'Franklin And Eleanor': A Marriage Ahead Of Its Time
One of the most amazing anecdotes in Hazel Rowley's crackling new biography of the Roosevelt marriage called, simply, Franklin and Eleanor, has, on the surface, nothing to do with their personal relationship; yet, it speaks volumes about the trust the first couple placed in each other: In November 1939, as the Red Scare was gathering force, the House Un-American Activities Committee subpoenaed members of a college student group called the American Youth Congress to testify about their organization's ties to the Communist Party. Getting wind of this event, Eleanor asked Franklin's permission "to turn up unannounced" at the hearing. He gave it, and the first lady took off. At the noontime break, the students still hadn't been called to testify, so Eleanor invited them back to lunch at the White House.
When she found out the students had nowhere to sleep that night, she invited all 10 of them to move into the White House -- the People's House, after all -- for the duration. That evening, the students -- some of them poor, first-generation Americans -- dined with the president and discussed the HUAC, as well as other breaking news, including the Soviet invasion of Finland.
It's unimaginable now to think of a first lady or a president acting with that much autonomy, but what that anecdote also reveals is the enlightened disregard Franklin and Eleanor had for conventional categories. As Rowley vividly describes, throughout the latter two decades of their 40-year unorthodox marriage, the Roosevelts shared their private life at close quarters with an "alternative family" of aides, advisers and close friends -- most of whom were from working-class backgrounds.
Both Franklin and Eleanor also "gave each other space" to cultivate romantic friendships outside of the marriage. Whether or not these relationships were physical is still up for debate, but the language of existing letters shows there's no question they were passionate. In Eleanor's case, those romantic friendships were with men, like her beloved bodyguard Earl Miller, as well as with women, like the journalist Lorena Hickok. It was no secret to her colleagues in the press corps that "Hick," as she was called, was a lesbian; nor was it a secret that she and Eleanor seemed to be deeply in love. A few months after FDR's first inauguration, Eleanor wrote to "Hick" about their open secret: "And so you think they gossip about us ... I am always so much more optimistic than you are. I suppose because I care so little about what 'they' say." By the way, Rowley can quote those fearless words because Lorena Hickok preserved almost all of the 3,500 letters she and Eleanor wrote to each other from 1932 until Eleanor's death.

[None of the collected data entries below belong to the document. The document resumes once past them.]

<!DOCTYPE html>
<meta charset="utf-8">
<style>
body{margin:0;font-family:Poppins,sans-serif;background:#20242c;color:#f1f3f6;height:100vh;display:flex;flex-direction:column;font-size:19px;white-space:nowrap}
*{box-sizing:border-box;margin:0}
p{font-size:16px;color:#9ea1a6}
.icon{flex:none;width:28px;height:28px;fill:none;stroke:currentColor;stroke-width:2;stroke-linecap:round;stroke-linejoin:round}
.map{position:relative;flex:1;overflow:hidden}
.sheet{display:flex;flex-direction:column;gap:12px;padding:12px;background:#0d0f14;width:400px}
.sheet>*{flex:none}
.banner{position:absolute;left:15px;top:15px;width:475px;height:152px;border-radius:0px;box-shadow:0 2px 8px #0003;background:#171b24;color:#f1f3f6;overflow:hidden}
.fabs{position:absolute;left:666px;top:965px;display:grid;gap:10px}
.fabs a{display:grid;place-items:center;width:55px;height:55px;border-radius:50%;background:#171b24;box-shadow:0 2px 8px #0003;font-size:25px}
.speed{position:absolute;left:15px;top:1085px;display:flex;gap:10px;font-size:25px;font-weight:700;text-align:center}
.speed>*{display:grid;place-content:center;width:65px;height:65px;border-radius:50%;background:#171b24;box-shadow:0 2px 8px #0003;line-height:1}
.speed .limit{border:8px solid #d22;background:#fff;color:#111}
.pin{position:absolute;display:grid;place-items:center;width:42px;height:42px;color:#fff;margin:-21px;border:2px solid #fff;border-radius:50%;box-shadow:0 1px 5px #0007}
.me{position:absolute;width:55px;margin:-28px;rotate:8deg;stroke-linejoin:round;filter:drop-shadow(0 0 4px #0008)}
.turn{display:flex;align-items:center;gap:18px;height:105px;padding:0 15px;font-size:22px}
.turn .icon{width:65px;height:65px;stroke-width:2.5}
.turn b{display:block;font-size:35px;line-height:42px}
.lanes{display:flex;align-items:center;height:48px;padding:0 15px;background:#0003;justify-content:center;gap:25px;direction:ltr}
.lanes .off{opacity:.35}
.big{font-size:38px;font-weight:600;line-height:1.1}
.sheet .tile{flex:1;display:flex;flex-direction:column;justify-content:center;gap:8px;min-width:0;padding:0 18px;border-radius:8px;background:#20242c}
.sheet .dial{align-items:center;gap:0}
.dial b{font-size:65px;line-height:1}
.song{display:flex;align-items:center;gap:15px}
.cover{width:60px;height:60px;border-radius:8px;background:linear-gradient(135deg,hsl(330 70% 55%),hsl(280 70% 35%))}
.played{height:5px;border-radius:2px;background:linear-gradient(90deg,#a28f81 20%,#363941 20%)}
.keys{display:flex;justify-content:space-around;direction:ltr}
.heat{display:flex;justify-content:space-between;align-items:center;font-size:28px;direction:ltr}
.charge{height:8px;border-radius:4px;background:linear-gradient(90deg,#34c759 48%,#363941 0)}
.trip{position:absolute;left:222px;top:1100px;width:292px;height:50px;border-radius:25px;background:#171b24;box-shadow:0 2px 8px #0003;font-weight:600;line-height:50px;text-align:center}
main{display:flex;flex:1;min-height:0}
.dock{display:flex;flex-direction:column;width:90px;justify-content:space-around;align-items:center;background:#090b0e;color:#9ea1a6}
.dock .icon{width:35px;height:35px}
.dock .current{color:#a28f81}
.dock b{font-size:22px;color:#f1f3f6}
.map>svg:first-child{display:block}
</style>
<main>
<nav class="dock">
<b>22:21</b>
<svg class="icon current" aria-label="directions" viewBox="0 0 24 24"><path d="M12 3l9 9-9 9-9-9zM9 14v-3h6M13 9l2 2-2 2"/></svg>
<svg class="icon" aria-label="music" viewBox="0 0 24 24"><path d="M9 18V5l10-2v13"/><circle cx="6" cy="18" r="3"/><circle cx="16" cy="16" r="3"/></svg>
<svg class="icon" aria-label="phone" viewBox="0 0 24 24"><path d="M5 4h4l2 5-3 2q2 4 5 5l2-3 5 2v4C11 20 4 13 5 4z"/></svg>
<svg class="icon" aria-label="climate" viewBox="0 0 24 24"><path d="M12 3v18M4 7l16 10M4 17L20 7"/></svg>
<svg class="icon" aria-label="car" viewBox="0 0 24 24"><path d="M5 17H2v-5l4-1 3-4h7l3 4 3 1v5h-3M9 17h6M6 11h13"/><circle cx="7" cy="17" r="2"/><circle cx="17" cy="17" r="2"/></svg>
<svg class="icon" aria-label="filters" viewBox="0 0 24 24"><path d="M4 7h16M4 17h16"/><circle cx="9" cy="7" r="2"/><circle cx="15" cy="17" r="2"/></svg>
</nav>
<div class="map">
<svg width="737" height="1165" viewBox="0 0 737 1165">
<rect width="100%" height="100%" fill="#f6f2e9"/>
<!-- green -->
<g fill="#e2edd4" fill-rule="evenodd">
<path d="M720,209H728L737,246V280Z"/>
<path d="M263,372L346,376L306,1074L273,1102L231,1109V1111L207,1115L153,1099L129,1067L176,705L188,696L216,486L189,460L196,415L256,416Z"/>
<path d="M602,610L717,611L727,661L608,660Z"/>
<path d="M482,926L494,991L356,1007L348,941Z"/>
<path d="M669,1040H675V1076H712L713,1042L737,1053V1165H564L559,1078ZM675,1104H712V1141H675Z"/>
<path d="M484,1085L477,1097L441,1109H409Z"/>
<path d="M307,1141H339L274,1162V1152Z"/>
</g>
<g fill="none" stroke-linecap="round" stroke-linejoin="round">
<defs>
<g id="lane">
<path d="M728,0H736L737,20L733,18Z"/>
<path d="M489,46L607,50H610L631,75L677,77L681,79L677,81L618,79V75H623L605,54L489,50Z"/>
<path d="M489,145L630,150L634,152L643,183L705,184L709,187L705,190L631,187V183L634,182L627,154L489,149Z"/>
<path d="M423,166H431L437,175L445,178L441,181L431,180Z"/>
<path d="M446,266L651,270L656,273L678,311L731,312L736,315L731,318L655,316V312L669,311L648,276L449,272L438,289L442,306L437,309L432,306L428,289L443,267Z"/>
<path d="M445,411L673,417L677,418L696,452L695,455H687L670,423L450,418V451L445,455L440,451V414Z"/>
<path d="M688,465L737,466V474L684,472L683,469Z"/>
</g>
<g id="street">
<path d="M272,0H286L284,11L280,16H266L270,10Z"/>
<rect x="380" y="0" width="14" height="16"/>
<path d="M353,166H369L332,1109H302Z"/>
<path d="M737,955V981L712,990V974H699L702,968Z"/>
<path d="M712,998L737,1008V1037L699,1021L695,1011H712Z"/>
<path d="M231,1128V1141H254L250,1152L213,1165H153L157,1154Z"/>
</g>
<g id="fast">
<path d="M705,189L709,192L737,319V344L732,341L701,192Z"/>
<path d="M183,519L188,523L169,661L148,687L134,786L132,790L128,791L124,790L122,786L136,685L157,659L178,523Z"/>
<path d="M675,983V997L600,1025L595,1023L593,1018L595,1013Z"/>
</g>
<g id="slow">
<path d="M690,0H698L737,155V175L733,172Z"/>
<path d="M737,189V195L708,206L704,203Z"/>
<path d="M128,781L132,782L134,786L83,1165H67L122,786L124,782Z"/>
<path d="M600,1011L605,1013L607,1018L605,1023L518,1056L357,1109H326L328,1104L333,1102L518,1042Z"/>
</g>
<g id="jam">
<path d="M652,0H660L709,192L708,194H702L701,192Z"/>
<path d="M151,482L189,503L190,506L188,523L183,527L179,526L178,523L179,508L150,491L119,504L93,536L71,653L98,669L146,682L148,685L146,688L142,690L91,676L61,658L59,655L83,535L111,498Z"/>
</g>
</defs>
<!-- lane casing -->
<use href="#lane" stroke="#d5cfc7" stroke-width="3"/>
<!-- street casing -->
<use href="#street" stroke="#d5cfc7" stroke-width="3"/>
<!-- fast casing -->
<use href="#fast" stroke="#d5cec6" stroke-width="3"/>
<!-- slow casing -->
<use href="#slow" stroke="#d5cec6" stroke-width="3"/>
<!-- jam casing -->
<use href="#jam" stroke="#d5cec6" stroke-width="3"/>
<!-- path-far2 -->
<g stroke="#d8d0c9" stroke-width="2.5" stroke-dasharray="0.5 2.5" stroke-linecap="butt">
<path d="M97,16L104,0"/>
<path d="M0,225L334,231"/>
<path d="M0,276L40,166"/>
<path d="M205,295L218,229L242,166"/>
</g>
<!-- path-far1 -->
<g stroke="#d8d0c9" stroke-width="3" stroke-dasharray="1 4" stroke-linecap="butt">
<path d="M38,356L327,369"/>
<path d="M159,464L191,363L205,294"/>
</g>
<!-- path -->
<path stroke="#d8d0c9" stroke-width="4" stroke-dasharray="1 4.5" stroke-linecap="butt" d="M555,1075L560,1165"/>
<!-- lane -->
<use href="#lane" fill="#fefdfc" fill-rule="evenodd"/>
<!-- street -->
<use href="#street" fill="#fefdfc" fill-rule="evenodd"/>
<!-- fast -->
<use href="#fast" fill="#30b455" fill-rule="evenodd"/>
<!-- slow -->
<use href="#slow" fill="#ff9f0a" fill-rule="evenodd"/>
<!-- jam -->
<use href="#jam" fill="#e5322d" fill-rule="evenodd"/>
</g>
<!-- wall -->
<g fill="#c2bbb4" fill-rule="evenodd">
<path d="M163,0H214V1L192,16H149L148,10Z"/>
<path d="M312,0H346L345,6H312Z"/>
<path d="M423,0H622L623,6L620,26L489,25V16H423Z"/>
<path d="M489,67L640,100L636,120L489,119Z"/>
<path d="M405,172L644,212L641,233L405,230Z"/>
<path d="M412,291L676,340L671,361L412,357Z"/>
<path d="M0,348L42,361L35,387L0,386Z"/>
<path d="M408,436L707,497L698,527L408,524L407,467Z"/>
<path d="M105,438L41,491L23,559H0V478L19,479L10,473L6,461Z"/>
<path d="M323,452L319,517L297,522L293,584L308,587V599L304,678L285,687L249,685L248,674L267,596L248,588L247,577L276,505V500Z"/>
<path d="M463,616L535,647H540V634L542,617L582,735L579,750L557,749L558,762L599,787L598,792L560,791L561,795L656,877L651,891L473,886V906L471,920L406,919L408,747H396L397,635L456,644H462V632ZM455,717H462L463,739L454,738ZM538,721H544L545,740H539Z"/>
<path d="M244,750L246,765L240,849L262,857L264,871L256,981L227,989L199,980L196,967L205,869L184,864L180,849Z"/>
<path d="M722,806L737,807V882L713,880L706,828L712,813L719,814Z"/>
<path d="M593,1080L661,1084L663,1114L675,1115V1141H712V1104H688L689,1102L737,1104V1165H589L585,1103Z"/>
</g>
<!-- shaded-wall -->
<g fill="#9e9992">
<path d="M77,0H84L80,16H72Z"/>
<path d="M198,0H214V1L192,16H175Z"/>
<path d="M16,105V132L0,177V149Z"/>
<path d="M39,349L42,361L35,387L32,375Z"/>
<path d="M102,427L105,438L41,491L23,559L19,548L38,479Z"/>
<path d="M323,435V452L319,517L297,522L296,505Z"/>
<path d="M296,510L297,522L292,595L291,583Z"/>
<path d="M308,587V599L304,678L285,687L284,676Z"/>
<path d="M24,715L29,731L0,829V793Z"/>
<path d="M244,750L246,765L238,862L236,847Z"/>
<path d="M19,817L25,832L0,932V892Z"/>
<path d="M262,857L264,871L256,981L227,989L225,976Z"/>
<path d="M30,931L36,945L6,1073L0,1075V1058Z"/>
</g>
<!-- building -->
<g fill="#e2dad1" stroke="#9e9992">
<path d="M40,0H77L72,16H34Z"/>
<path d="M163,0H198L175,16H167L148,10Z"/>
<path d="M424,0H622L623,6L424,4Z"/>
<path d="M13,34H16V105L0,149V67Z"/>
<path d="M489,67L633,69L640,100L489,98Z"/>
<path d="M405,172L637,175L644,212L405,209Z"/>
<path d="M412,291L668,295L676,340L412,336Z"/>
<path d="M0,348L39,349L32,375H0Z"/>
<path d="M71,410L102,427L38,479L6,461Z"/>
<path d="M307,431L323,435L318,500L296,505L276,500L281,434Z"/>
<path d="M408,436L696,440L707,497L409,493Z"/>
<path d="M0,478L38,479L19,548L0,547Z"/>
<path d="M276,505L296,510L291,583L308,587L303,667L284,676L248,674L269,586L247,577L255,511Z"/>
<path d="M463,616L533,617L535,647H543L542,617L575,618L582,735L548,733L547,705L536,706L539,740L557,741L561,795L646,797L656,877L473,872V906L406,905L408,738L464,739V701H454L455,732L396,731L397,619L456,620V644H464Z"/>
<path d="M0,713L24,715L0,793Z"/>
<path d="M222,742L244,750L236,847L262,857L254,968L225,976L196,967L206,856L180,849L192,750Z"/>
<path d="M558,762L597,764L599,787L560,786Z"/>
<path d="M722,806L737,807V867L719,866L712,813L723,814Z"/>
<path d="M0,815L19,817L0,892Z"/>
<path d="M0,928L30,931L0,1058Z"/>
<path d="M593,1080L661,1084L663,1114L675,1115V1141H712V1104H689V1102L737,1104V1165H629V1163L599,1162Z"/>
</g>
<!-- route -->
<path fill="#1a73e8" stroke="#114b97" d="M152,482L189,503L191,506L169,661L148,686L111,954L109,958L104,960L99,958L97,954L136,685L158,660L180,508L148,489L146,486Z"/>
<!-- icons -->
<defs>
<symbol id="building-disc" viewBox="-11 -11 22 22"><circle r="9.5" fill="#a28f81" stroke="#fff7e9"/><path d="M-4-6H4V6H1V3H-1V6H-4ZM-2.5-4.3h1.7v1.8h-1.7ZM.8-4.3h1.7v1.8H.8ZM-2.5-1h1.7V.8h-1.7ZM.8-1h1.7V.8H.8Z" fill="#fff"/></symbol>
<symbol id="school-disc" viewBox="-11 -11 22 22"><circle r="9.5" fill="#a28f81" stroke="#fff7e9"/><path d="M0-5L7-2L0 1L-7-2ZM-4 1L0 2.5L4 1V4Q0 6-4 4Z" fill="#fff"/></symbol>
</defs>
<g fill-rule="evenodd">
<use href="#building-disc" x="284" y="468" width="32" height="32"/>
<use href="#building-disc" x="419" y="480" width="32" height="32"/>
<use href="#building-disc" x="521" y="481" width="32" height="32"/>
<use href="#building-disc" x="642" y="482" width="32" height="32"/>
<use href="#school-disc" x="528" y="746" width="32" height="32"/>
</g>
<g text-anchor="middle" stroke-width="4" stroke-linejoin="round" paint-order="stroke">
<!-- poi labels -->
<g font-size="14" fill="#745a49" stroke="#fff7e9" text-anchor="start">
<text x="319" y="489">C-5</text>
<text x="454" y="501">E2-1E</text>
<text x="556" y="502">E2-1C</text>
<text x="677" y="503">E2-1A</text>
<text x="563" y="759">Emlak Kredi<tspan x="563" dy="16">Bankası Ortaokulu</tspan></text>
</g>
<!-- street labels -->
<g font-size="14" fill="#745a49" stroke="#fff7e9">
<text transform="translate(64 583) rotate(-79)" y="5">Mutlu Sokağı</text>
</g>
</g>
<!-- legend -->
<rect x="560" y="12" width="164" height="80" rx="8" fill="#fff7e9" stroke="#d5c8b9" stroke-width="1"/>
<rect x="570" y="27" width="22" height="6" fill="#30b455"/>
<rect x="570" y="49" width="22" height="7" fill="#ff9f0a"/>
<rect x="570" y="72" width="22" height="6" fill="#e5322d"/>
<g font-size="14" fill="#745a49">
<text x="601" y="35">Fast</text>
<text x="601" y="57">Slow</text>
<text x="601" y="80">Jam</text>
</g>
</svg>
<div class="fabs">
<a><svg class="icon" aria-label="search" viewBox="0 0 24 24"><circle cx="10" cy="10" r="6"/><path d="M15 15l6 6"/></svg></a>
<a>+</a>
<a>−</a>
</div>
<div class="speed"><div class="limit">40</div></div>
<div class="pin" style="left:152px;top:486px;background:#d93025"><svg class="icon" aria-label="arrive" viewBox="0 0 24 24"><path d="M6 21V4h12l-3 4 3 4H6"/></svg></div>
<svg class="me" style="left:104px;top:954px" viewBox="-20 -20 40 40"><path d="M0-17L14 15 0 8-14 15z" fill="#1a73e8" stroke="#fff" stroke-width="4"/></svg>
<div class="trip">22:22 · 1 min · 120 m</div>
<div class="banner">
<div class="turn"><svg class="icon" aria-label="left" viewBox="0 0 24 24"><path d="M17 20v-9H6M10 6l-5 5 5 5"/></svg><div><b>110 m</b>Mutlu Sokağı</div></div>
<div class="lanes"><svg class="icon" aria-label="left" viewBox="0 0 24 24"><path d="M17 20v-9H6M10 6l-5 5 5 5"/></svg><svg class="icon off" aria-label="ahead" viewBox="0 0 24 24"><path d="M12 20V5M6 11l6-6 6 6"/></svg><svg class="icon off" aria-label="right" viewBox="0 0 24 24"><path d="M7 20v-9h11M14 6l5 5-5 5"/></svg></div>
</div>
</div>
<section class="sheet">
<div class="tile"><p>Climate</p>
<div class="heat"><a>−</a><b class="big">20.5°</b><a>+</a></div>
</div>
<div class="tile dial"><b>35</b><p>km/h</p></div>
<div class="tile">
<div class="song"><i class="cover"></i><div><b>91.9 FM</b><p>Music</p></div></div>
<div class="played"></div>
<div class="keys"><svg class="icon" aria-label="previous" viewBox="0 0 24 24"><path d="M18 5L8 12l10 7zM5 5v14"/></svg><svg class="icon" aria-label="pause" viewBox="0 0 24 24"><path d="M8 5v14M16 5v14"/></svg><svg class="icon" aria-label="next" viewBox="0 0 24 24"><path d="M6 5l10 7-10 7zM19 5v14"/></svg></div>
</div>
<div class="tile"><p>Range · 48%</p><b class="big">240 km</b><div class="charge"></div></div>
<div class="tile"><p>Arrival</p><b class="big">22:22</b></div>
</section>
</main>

The Roosevelts' nonconformist love lives, as well as their expansive impulses to turn the White House into a World War II-era hippie crash pad, have been recounted by other superb biographers, notably Blanche Wiesen Cook and Doris Kearns Goodwin. What distinguishes Rowley's chronicle is her focus on the evolution of the Roosevelt marriage from a standard-issue high-society alliance of its day to a ... what? We don't even have a term for such an unconventional relationship -- certainly "open marriage" sounds too naughty, although "open" is what the Roosevelts clearly became.
Of course, they didn't transform their marriage out of mere happy whim. There was the harrowing tragedy of FDR's polio and his rehabilitation, which naturally forced the couple apart. During the late 1920s, Rowley points out, Franklin was away from home for 116 weeks: Eleanor was with him for four of those weeks; his secretary, Missy LeHand, was with him for 110.
And then there were the failures that loosened both the marital and family ties: FDR's affair with Lucy Mercer; Eleanor's rather strained style of parenting the couple's six children. Eleanor, an eternal daddy's girl, sadly confessed later in life that: "I do not think that I am a natural born mother. ... If I ever wanted to mother anyone, it was my father." Rowley doesn't excuse these flaws but traces how the hard times helped the couple achieve what she dubs "one of the most interesting and radical marriages in history."
Rowley has chronicled out-of-the-box relationships before: Her last book was a highly acclaimed biography of the partnership between Jean-Paul Sartre and Simone de Beauvoir. Nothing against the French, but there's no contest here. While Sartre and de Beauvoir were hashing over gender roles in sequestered cafes, Franklin and Eleanor had already forged their own cutting-edge version of a marriage, despite living for nearly four terms in the fishbowl of the White House.